Kein Tag mehr ohne neue Enthüllungen über dubiose Praktiken bei Bpost. Vorgestern noch hatte die zuständige Föderalministerin Petra De Sutter jeglichen Interessenkonflikt ausgeschlossen. Dies, nachdem bekannt geworden war, dass zwei ihrer Kabinettsmitarbeiter bis vor Kurzem noch auf der Gehaltsliste von Bpost standen. Jetzt stellt sich heraus, dass eine von ihnen an den Verhandlungen über den Vertrag um die Zeitungszustellung beteiligt war. Hierbei soll es Preisabsprachen gegeben haben.

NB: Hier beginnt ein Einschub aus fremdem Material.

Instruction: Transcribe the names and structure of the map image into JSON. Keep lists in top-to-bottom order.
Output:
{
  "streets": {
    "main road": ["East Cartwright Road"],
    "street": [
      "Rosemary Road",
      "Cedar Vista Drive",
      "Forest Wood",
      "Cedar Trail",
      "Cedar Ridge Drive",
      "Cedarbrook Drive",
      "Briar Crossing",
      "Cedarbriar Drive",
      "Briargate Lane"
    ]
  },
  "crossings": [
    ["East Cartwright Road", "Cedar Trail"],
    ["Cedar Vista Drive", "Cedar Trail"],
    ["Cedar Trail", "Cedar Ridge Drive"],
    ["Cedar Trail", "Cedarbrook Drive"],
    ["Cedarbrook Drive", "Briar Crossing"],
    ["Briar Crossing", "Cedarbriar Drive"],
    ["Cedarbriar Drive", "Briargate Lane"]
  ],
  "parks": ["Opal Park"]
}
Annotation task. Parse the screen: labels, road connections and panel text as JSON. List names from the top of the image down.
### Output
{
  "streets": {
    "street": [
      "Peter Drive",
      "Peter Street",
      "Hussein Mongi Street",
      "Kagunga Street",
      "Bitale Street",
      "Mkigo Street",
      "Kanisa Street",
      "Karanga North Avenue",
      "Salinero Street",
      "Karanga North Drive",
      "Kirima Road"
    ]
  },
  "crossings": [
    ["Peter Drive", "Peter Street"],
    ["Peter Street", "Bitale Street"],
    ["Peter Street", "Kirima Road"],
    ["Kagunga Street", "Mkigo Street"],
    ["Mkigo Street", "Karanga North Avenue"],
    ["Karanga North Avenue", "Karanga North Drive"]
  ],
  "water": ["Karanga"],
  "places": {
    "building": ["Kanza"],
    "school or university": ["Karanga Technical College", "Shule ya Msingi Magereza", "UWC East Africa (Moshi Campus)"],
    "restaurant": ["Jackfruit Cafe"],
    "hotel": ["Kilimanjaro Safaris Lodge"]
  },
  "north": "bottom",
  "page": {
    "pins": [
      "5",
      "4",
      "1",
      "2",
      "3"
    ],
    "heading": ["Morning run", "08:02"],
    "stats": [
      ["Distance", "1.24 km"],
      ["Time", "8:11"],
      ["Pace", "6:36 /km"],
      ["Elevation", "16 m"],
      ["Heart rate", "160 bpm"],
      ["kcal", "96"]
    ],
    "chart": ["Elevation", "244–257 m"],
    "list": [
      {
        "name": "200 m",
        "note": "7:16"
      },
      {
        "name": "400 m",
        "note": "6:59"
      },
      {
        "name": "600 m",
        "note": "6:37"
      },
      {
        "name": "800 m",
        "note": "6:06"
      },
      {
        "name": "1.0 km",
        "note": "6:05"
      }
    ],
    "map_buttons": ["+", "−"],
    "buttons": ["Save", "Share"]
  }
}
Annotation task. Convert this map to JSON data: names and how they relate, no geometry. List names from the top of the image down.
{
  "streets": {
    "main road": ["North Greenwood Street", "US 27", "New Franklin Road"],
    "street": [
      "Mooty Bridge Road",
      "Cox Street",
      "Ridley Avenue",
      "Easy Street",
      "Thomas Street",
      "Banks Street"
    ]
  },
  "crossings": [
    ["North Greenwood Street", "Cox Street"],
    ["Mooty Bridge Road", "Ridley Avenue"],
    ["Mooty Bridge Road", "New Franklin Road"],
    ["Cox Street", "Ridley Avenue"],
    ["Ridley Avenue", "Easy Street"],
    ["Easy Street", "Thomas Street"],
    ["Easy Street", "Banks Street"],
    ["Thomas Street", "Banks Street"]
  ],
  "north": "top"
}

Die markigen Aussagen von damals klingen nun ziemlich hohl
Ministerin Petra De Sutter wollte eigentlich aufräumen, steht nun aber selbst am Pranger, konstatiert das GrenzEcho in seinem Leitartikel. Jetzt stellt sich jedenfalls heraus, dass nicht nur das unter Beschuss geratene Post-Unternehmen der Öffentlichkeit klare Antworten schuldet, sondern auch die Beziehungen zwischen der Post und dem belgischen Staat ganz genau beleuchtet werden müssen. Wobei man sich die Frage stellen kann, ob es wirklich Zufall ist, dass Petra De Sutter gerade jetzt unter Druck gerät, so kurz nach dem Rücktritt der Ecolo-Staatssekretärin Sarah Schlitz. Dabei ruft im vorliegenden Fall nicht das Vorgehen einer einzelnen Amtsträgerin oder einer Partei grundlegende Probleme hervor, sondern das ganze System.
Auch Het Nieuwsblad sieht die grünen Parteien in der Krise. Die Enthüllungen rund um die von Bpost bezahlten Kabinettsmitarbeiter sind Gift für die Grünen, die sich doch eigentlich die politische Erneuerung auf die Fahne geschrieben hatten. "Keine zwielichtigen Hinterzimmer-Deals mehr, stattdessen Transparenz und Sauberkeit", so lautete sinngemäß die Parole. Solch markige Aussagen klingen heute doch ziemlich hohl.
"Ein unverschämt flagranter Fall von Diskriminierung"
Het Laatste Nieuws bringt heute Neuigkeiten zum Pensionsskandal in der Kammer. "Ein Ex-Parlamentarier fordert 80.000 Euro, weil er seinen Pensionsbonus als zu niedrig empfindet", so der Titel der Aufmachergeschichte. Besagtes ehemaliges Kammermitglied hat demnach das Parlament verklagt, weil er oder sie nicht den vollständigen Pensionsbonus von 20 Prozent bekommt. Die Klage ist offensichtlich schon fünf Jahre alt.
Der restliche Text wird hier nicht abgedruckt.